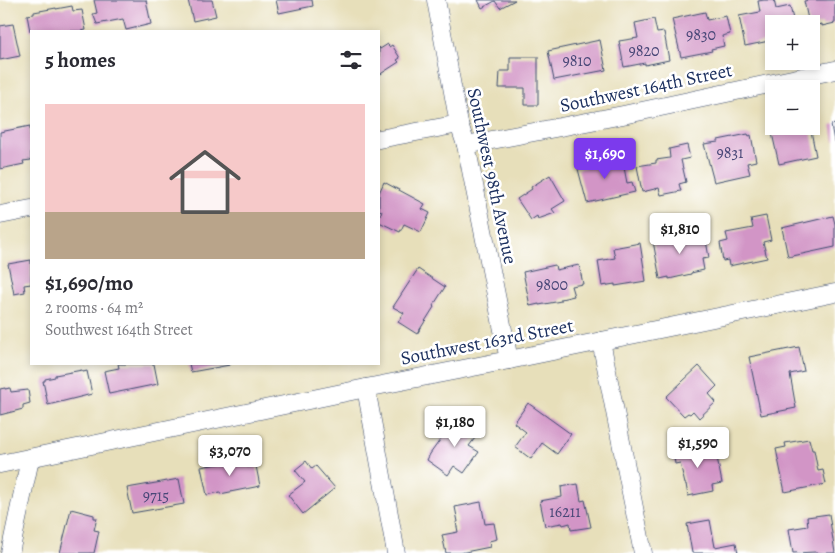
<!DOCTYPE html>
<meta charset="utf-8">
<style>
body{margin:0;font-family:Alegreya,serif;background:#f7f7f7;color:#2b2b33;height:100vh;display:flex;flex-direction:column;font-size:19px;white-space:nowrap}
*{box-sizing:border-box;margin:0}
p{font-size:16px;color:#7c7c81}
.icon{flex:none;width:28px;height:28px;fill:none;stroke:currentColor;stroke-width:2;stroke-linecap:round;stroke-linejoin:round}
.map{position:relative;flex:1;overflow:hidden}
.details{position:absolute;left:30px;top:30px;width:350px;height:335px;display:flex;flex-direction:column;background:#fff;border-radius:0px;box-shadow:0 2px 8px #0003}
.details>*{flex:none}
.controls{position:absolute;left:765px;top:15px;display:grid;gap:10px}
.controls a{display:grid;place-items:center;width:55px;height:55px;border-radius:0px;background:#fff;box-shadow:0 2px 8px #0003;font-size:25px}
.price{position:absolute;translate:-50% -42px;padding:0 11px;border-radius:5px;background:#fff;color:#222;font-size:16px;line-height:32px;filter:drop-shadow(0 1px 2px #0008)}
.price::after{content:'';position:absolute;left:50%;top:30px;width:15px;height:11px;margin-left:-8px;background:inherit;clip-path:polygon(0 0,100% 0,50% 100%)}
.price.selected{background:#7c3aed;color:#fff}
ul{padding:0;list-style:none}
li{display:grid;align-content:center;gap:10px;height:265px;padding:0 15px}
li+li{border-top:1px solid #e1e1e2}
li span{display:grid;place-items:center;height:155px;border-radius:0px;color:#555}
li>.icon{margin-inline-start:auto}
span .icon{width:90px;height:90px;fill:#fffc;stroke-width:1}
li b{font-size:21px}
h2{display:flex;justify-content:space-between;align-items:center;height:60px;padding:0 15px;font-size:21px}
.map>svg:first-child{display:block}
</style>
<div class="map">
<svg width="835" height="553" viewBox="0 0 835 553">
<rect width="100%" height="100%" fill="#fff"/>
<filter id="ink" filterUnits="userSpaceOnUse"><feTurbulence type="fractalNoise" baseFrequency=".02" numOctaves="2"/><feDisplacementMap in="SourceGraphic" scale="10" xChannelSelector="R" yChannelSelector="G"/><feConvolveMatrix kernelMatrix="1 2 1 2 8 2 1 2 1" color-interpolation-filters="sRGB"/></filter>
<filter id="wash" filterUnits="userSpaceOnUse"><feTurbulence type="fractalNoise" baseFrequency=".0096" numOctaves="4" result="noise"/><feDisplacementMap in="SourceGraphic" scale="20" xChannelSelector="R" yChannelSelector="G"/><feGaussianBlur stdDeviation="1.12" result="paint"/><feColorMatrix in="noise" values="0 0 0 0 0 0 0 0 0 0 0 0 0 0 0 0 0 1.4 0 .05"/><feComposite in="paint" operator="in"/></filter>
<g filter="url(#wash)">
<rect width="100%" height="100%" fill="#e7dfba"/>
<g id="blocks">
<g fill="#d295c6">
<path d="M94,0h52l5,24 -25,6 -3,-11 -26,5 -4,-10 4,-1z"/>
<path d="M188,0h24l4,16 -23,5z"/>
<path d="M276,0h36l1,6 -34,7z"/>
<path d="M478,0h37l-15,8 -5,-7 -13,7z"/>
<path d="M764,0h10l2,9 14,-3 4,18h-20v16l-29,6 -6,-30 21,-4 -2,-11z"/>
<path d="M809,0h26v23l-13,3v-2l-11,2v-2h-2l-5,-23z"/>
<path d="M72,6l1,5 9,-1 4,20 -5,1h-51l-3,-16 7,-1v-2l22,-4v1z"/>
<path d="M705,12l2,8 19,-4 4,18 -8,2 2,10 -13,3 1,2 -31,6 -9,-38z"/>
<path d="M654,19l3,14 7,-1 5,28 -24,5v-2l-21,4 -5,-26 19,-3 -3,-15z"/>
<path d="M13,24l7,32 -20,4v-34z"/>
<path d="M600,40l6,30 -52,10 -6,-29z"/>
<path d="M388,44l1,3 3,-2 8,13 -3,2 2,2 -20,13v-28l1,2z"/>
<path d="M510,57h28v48h-13v-17h-26l1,-17h10z"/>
<path d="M835,124v17h-1l-3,-16z"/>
<path d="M30,126l1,34 -8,1 1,3 -24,5v-37z"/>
<path d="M783,126h27l6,30 -37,8 -8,-35z"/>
<path d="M748,134l1,2 2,-1 5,26 -9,2 3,11 -36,8 -10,-38 14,-2v-2z"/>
<path d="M687,145l3,13 -9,2 5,22 -7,2 2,7 -20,4 -2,-7 -17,4 -5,-26 19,-3v-3l14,-2 -1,-9z"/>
<path d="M622,157l5,26 5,-1 3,10 -48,11 -9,-34 13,-3v-2z"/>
<path d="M550,175l15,26 -13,8 3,4 -17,6 -1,-3 -6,4 -14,-21 15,-10 -1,-2z"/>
<path d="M384,182l41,22 -3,5 8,4 -9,19 -17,-8 -4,8 -21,-10v-5l3,-6 -3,-1v-17z"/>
<path d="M766,216l5,24 -8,2 4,16 -38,8 -1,-6 -5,1 -3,-18 8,-2 -2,-8 27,-5 -2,-9z"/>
<path d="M833,216l2,8v23l-47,10 -6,-29z"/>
<path d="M697,231l2,10 7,-1 3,18 -7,1 2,11 -13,3v1l-22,5v-2l-9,2 -7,-38z"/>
<path d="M640,243l6,38 -31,5v-2l-13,2 -4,-25 17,-3 -2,-10z"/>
<path d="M31,260v24l-7,1 1,7 -11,2 -6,-30z"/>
<path d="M555,265l1,5 23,-5 4,19 -12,2 3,10 -13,3v2l-22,4v-1l-9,2 -7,-34z"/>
<path d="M418,269l27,18 -12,19 1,1 -17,27 -19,-12 6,-9 -11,-6z"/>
<path d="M799,347l5,24 -14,3 6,34 -35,7 -12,-58z"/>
<path d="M118,364h36l4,20 -49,10 -5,-23 15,-3z"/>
<path d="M189,364h40l1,1 -39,7z"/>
<path d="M699,366l18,20 -8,8 7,8 -17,16 -6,-7 -3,3 -2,-1 -4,3 -18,-19z"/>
<path d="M82,370l1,2 4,-1 5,23 -44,11 -5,-24h2v-2l10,-2v-2z"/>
<path d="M5,388v1l5,-1 1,4 17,-2 2,13 -7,2v4l-23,6v-26z"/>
<path d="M528,403l43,31 -14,20 -15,-11 -11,16 -16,-12 11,-15 -12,-9z"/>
<path d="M458,415l19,14 -5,7 3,2 -6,8 10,6 -15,21 -10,-7 -6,9 -21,-15 3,-6z"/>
<path d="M809,439l3,11h2l4,21 5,-1 3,14 -41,8 -9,-43 10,-2 -1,-4z"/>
<path d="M704,444l2,10 10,-2 6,31 -10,2 1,6 -25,5 -2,-12h-1l-5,-21 -5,1 -2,-14z"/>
<path d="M245,459l2,8 9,-1 4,20 -40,8v-2l-13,3 -6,-28z"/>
<path d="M306,461l6,8 4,-3 19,22 -32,26 -15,-19 17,-13 -10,-12z"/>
<path d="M179,479l5,25 -52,9 -5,-25z"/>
<path d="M578,484l3,17 4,-1 6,27 -20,3 -1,-7 -7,2 -1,-2 -17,3 -5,-25 22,-4 -1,-10z"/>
<path d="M481,502l4,22 9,-1 3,16 -8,2 1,6 -30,6h-14l-4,-18 16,-3 -2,-10h2l-3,-15z"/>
<path d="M71,509l23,6v3h3l-3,12 5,1 -5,22h-34z"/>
<path d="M829,514l6,39h-18v-1l-24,1 -4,-24 19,-3 -1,-9z"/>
<path d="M710,520l5,27 21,-4 2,10h-46l-5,-29z"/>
</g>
</g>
</g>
<g filter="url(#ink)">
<use href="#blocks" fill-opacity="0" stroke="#3a496c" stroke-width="1"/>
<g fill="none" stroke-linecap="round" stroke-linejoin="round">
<defs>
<g id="minor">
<path d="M436,0l23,124 7,21 43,215"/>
<path d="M379,139l80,-15"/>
<path d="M466,145l157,-30 212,-45"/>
<path d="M0,215l31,-6"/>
<path d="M601,341l42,212"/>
<path d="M366,388l30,165"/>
<path d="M0,464l366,-76 143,-28 326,-67"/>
<path d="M10,553l20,-94"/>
</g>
</defs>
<use href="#minor" stroke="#3a496c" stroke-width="19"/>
<use href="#minor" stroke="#fff" stroke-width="18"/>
</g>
</g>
<g text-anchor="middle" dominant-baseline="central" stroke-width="5" stroke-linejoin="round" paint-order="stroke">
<g font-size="16" fill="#494878">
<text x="701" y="35">9830</text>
<text x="644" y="51">9820</text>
<text x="577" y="61">9810</text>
<text x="730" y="153">9831</text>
<text x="552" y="285">9800</text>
<text x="156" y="496">9715</text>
<text x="565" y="512">16211</text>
</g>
<g font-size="19" fill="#1b2f5e" stroke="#fff">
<text transform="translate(646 88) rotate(-12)">Southwest 164th Street</text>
<text transform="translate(492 176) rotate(78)">Southwest 98th Avenue</text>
<text transform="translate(487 342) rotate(-11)">Southwest 163rd Street</text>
</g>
</g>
</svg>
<div class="controls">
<a>+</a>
<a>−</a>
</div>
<b class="price selected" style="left:605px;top:180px">$1,690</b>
<b class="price" style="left:680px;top:255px">$1,810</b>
<b class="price" style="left:455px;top:448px">$1,180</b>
<b class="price" style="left:698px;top:469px">$1,590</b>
<b class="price" style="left:230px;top:477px">$3,070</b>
<section class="details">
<h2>5 homes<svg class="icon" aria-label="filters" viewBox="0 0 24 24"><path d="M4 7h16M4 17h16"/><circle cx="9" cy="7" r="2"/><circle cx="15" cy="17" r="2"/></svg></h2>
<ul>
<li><span style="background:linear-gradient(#f6c9c9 70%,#b9a48a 0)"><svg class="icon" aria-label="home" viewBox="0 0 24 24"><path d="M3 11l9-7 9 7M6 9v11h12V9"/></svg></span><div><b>$1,690/mo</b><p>2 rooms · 64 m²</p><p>Southwest 164th Street</p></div></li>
</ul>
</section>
</div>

◆ **What you should do**
Each line of the records that contains the string "baseFrequency" must be copied.

◆ **Task answer**
<filter id="ink" filterUnits="userSpaceOnUse"><feTurbulence type="fractalNoise" baseFrequency=".02" numOctaves="2"/><feDisplacementMap in="SourceGraphic" scale="10" xChannelSelector="R" yChannelSelector="G"/><feConvolveMatrix kernelMatrix="1 2 1 2 8 2 1 2 1" color-interpolation-filters="sRGB"/></filter>
<filter id="wash" filterUnits="userSpaceOnUse"><feTurbulence type="fractalNoise" baseFrequency=".0096" numOctaves="4" result="noise"/><feDisplacementMap in="SourceGraphic" scale="20" xChannelSelector="R" yChannelSelector="G"/><feGaussianBlur stdDeviation="1.12" result="paint"/><feColorMatrix in="noise" values="0 0 0 0 0 0 0 0 0 0 0 0 0 0 0 0 0 1.4 0 .05"/><feComposite in="paint" operator="in"/></filter>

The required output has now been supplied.